● **What to produce**
Within the records below, find each line that holds the string "canvas", then copy it.

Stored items
------------------------------

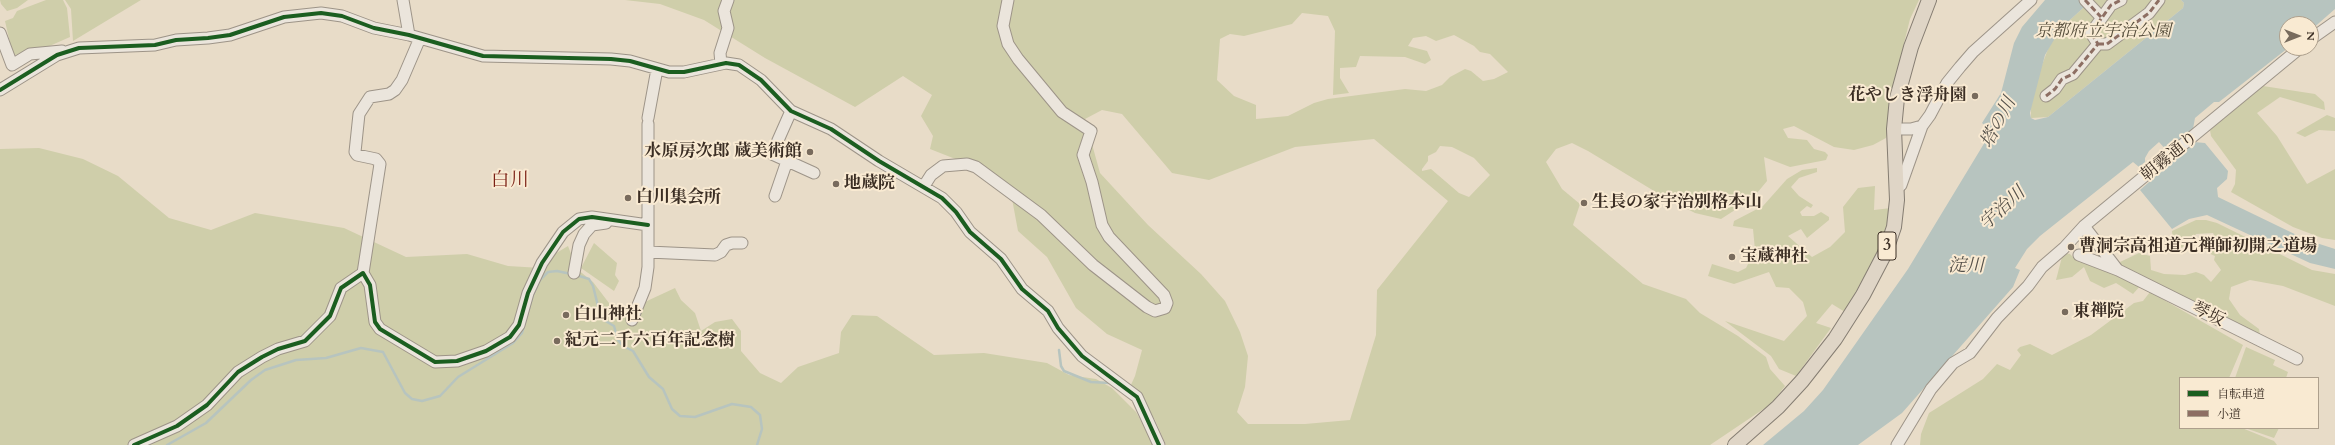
<!DOCTYPE html>
<meta charset="utf-8">
<style>
body{margin:0}
#map{position:relative;width:2335px;height:445px;overflow:hidden;background:#e8dcc8;font-family:Cardo,"Noto Serif JP",serif}
canvas{display:block}
.legend{position:absolute;left:2179px;top:377px;width:140px;height:52px;box-sizing:border-box;background:#f9ead2;border:1px solid #ad9f8c;margin:0;padding:5px 7px;list-style:none;font-size:12px;color:#3b2e24}
.legend li{display:flex;align-items:center;gap:8px;height:20px}
.legend b{width:20px;border:1px solid #ad9f8c}
.north{position:absolute;left:2279px;top:16px;width:40px;height:40px;box-sizing:border-box;background:#f9ead2;border:1px solid #ad9f8c;border-radius:50%;rotate:90deg;font-size:11px;font-weight:700;line-height:16px;text-align:center;color:#3b2e24}
.north::after{content:'';display:block;margin:auto;width:14px;height:18px;background:#786b5d;clip-path:polygon(50% 0,100% 100%,50% 72%,0 100%)}
</style>
<div id="map">
<canvas width="2335" height="445"></canvas>
<ul class="legend">
<li><b style="height:5px;background:#1b5e20"></b>自転車道</li>
<li><b style="height:5px;background:#8d6e63"></b>小道</li>
</ul>
<div class="north">N</div>
</div>
<script>
const ctx = document.querySelector('canvas').getContext('2d');
ctx.lineJoin = 'round';
function paint(path, color) {
  ctx.fillStyle = color;
  ctx.fill(path, 'evenodd');
}
function poly(rows) {
  const path = new Path2D();
  for (const r of rows) {
    path.moveTo(r[0], r[1]);
    for (let i = 2; i < r.length; i += 2) path.lineTo(r[i], r[i + 1]);
  }
  return path;
}
function trace(path, color, width, dash) {
  ctx.strokeStyle = color;
  ctx.lineWidth = width;
  ctx.lineCap = dash ? 'butt' : 'round';
  ctx.setLineDash(dash || []);
  ctx.stroke(path);
}
function drawText(font, color, halo, rows, align = 'center') {
  ctx.font = font + ' Cardo,"Noto Serif JP",serif';
  ctx.lineWidth = 4;
  ctx.setLineDash([]);
  ctx.textBaseline = 'middle';
  ctx.strokeStyle = halo;
  ctx.fillStyle = color;
  for (const [text, x, y, turn = 0] of rows) {
    ctx.save();
    ctx.translate(x, y);
    ctx.rotate((+turn || 0) * Math.PI / 180);
    ctx.textAlign = isNaN(turn) ? turn : align;
    if (halo) ctx.strokeText(text, 0, 0);
    ctx.fillText(text, 0, 0);
    ctx.restore();
  }
}
const green = poly([
 [0,0,28,0,17,8,7,11,1,4],
 [46,0,63,0,67,8,70,37,45,48,27,50,13,56,5,21,13,18,17,11],
 [65,0,141,0,73,41,71,9],
 [625,0,1919,0,1910,19,1892,92,1890,121,1886,138,1873,145,1854,150,1834,147,1794,126,1783,129,1788,138,1807,140,1814,149,1825,152,1828,155,1826,160,1790,167,1764,157,1767,181,1752,199,1721,219,1695,213,1664,197,1588,151,1572,143,1556,149,1546,162,1562,189,1580,204,1573,225,1643,284,1686,299,1700,313,1738,336,1766,357,1770,369,1785,386,1771,404,1710,445,1166,445,1155,420,1130,387,1135,376,1142,350,1107,334,1076,308,1047,257,1018,231,1010,188,958,160,930,149,933,136,921,116,932,95,903,76,855,107,765,58,704,20,660,4],
 [1302,13,1328,16,1335,31,1333,95,1349,93,1340,78,1340,68,1356,67,1360,56,1405,57,1425,64,1431,60,1427,51,1408,46,1413,38,1426,36,1436,41,1454,35,1474,46,1480,52,1490,54,1508,72,1494,79,1483,81,1471,71,1465,69,1450,77,1442,85,1426,91,1405,89,1328,99,1314,103,1288,116,1256,119,1256,105,1234,96,1217,80,1220,39,1230,34,1244,36,1292,24],
 [1102,110,1122,114,1172,173,1209,180,1295,147,1374,139,1448,201,1377,290,1376,335,1350,420,1305,424,1248,424,1237,412,1245,387,1248,356,1240,332,1225,301,1201,274,1148,225,1100,173,1085,119],
 [1440,146,1452,147,1474,158,1490,175,1469,197,1459,193,1431,169,1422,171,1422,169,1428,161,1428,156,1436,152],
 [2092,0,2181,0,2184,3,2183,8,2048,117,2031,118,2031,107,2040,70,2050,44,2061,28],
 [2263,86,2315,94,2324,102,2325,110,2280,97,2257,113,2277,136,2307,184,2335,169,2335,240,2322,238,2293,227,2231,192,2235,184,2236,170,2211,136,2210,130,2255,91],
 [2327,115,2335,118,2335,131,2319,130,2305,137,2296,133],
 [39,148,83,159,118,176,169,218,211,230,255,213,344,228,406,257,467,254,508,266,541,268,553,255,568,246,577,269,593,282,612,307,623,314,631,315,638,307,647,301,675,288,681,300,695,313,701,331,715,322,732,319,741,331,741,351,760,373,781,383,798,367,839,353,841,332,852,315,877,316,934,355,984,353,1047,363,1069,375,1096,379,1112,388,1136,412,1154,445,0,445,0,149],
 [1817,168,1817,172,1799,178,1791,187,1799,196,1813,205,1811,208,1807,206,1800,212,1802,216,1814,216,1821,212,1829,217,1829,220,1807,238,1801,229,1788,236,1812,257,1830,247,1845,232,1843,207,1858,188,1875,186,1874,210,1891,208,1881,245,1845,312,1832,304,1816,323,1831,328,1796,376,1779,369,1771,356,1725,321,1784,341,1807,316,1803,302,1789,288,1776,287,1769,272,1734,284,1708,276,1712,264,1738,272,1746,268,1755,250,1753,229,1733,226,1734,221,1763,206,1787,179,1802,170],
 [2196,220,2206,220,2217,223,2312,270,2335,274,2335,306,2283,286,2250,280,2231,287,2229,299,2240,315,2259,329,2260,335,2122,267,2120,262,2139,253,2150,256,2151,270,2164,274,2185,275,2196,272,2204,275,2211,282,2221,270,2214,260,2215,256,2208,253,2205,247,2216,239,2213,233,2196,234,2190,245,2180,248,2173,242,2172,231],
 [594,243,617,263,615,275,619,281,614,291,581,268],
 [2063,253,2070,254,2076,260,2082,258,2141,285,2133,294,2116,283,2104,288,2090,281,2084,267,2072,277,2056,280],
 [2150,292,2243,345,2229,378,2180,378,2180,428,2242,428,2274,441,2277,445,1920,445,1921,434,1929,413,1983,379,1997,364,2010,370,2021,355,2017,350,2020,347,2030,344,2052,355,2091,335,2134,303,2143,301],
 [2246,347,2275,360,2273,365,2288,372,2286,378,2235,378],
 [2245,428,2279,428,2274,438]
]);
const water = poly([
 [2045,0,2092,0,2061,28,2045,55,2030,113,2031,118,2035,120,2048,117,2183,8,2184,3,2181,0,2335,0,2335,9,2311,30,2311,24,2287,24,2288,48,2219,102,2214,102,2195,118,2193,129,2194,142,2205,143,2228,171,2227,179,2217,188,2218,197,2307,240,2335,249,2335,269,2310,263,2207,215,2189,219,2172,229,2140,190,2164,169,2167,151,2159,142,2149,151,2145,158,2145,162,2139,167,2133,162,2040,236,2027,249,2015,268,2020,270,2013,287,1902,413,1858,445,1763,445,1804,411,1823,390,1908,269,1988,137,1990,130,1982,123,2001,93,2014,43,2022,27]
]);
const stream = poly([
 [576,275,589,279,593,286,598,306,604,320,614,326,618,340,623,346,633,351,649,377,663,389,672,409,680,416,695,417,732,404,751,407,760,415,762,429,757,445],
 [1059,350,1061,366,1064,371,1091,382,1110,383],
 [167,445,206,423,251,380,265,370,296,360,326,358,361,348,383,352,405,393,412,399,422,401,440,396,458,377,513,343,522,333,533,295,540,280,548,272,557,271,571,274]
]);
const minor = poly([
 [403,0,409,35],
 [2085,0,2101,17],
 [0,33,12,65,30,54,62,51],
 [2311,39,2335,22],
 [2098,44,2107,44,2149,13,2159,0],
 [721,64,720,53,728,28,724,11,728,0],
 [0,90,57,55,79,48,155,45,176,40,208,38,230,35,284,17,321,13,342,16,374,28,409,35,483,56,611,59,630,61,669,72,684,72,726,63,739,65,761,80,791,111,831,129,879,161,942,198,956,212,970,232,1001,259,1022,289,1048,311,1058,328,1082,356,1137,397,1159,445],
 [2046,96,2055,89,2062,79,2073,74,2098,44,2091,33,2111,5,2121,0],
 [791,111,772,154,814,173],
 [648,118,657,69],
 [1894,129,1911,129,1922,126,1930,115,1947,83,1960,67,1973,52,2031,0],
 [924,186,931,175,943,166,967,164,976,167,1041,215,1093,265,1147,307,1155,311,1165,308,1167,303,1164,295,1109,237,1102,225,1092,182,1083,155,1091,131,1062,112,1018,59,1008,44,1003,26,1008,0],
 [1897,188,1901,185,1922,126],
 [775,196,787,161],
 [2084,226,2117,269],
 [648,252,715,255,721,252,726,245,732,243,742,243],
 [2079,255,2118,270,2297,359],
 [363,273,380,164,376,159,357,155,355,152,359,114,370,97,389,94,395,90,402,80,420,38],
 [574,273,579,245,584,234,592,225,606,223],
 [632,320,645,288,648,267,648,124],
 [134,445,177,426,207,405,238,372,262,357,278,349,305,341,330,316,341,288,363,273,370,285,375,322,380,329,435,362,457,361,486,351,510,337,519,325,528,293,542,263,563,232,579,219,592,217,648,225],
 [1897,445,1931,389,1953,363,1970,353,1997,318,2028,286,2042,267,2064,248,2084,226,2300,48]
]);
const major = poly([
 [1735,445,1778,407,1802,381,1835,339,1863,295,1885,253,1894,227,1897,200,1894,129,1897,98,1911,47,1929,0]
]);
const quiet = poly([
 [2085,0,2101,17],
 [2098,44,2107,44,2149,13,2159,0],
 [2046,96,2055,89,2062,79,2073,74,2098,44,2091,33,2111,5,2121,0]
]);
const cycleway = poly([
 [0,90,57,55,79,48,155,45,176,40,208,38,230,35,284,17,321,13,342,16,374,28,409,35,483,56,611,59,630,61,669,72,684,72,726,63,739,65,761,80,791,111,831,129,879,161,942,198,956,212,970,232,1001,259,1022,289,1048,311,1058,328,1082,356,1137,397,1159,445],
 [134,445,177,426,207,405,238,372,262,357,278,349,305,341,330,316,341,288,363,273,370,285,375,322,380,329,435,362,457,361,486,351,510,337,519,325,528,293,542,263,563,232,579,219,592,217,648,225]
]);
const markers = [
 [1975,96,4,"#786b5d"],
 [810,152,4,"#786b5d"],
 [836,184,4,"#786b5d"],
 [628,198,4,"#786b5d"],
 [1584,203,4,"#786b5d"],
 [2071,247,4,"#786b5d"],
 [1732,257,4,"#786b5d"],
 [2065,312,4,"#786b5d"],
 [566,315,4,"#786b5d"],
 [557,341,4,"#786b5d"]
];
const shields = [
 [1887,246,18]
];
const shieldNames = [
 ["3",1887,246]
];
const parkNames = [
 ["京都府立宇治公園",2103,32]
];
const poiNames = [
 ["花やしき浮舟園",1967,96,"right"],
 ["水原房次郎 蔵美術館",802,152,"right"],
 ["地蔵院",844,184],
 ["白川集会所",636,198],
 ["生長の家宇治別格本山",1592,203],
 ["曹洞宗高祖道元禅師初開之道場",2079,247],
 ["宝蔵神社",1740,257],
 ["東禅院",2073,312],
 ["白山神社",574,315],
 ["紀元二千六百年記念樹",565,341]
];
const streetNames = [
 ["朝霧通り",2170,157,-39],
 ["琴坂",2208,315,26]
];
const waterNames = [
 ["塔の川",1999,123,-62],
 ["宇治川",2003,209,-43],
 ["淀川",1966,267]
];
const quarterNames = [
 ["白川",510,182]
];
paint(green, '#cfceaa');
paint(water, '#b7c4bf');
trace(stream, '#b7c4bf', 2.5);
trace(minor, '#9d9488', 13);
trace(major, '#857d72', 16);
trace(minor, '#ebe5dc', 11);
trace(major, '#dfd5c6', 14);
trace(quiet, '#8d6e63', 3, [6, 3]);
trace(cycleway, '#1b5e20', 4);
for (const [x, y, r, color] of markers) {
  const dot = new Path2D();
  dot.arc(x, y, r, 0, 2 * Math.PI);
  ctx.fillStyle = color;
  ctx.fill(dot);
  trace(dot, '#f9ead2', 1.5);
}
for (const [x, y, w] of shields) {
  const box = new Path2D();
  box.roundRect(x - w / 2, y - 14, w, 28, 3);
  ctx.fillStyle = '#f9ead2';
  ctx.fill(box);
  trace(box, '#3b2e24', 1);
}
drawText('bold 16px', '#3b2e24', null, shieldNames);
drawText('italic 17px', '#544c3a', '#f9ead2', parkNames);
drawText('bold 17px', '#3b2e24', '#f9ead2', poiNames, 'left');
drawText('17px', '#3b2e24', '#f9ead2', streetNames);
drawText('italic 18px', '#55514a', '#f9ead2', waterNames);
drawText('19px', '#7a1f14', '#f9ead2', quarterNames);
</script>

------------------------------

● **Reply to the task**
canvas{display:block}
<canvas width="2335" height="445"></canvas>
const ctx = document.querySelector('canvas').getContext('2d');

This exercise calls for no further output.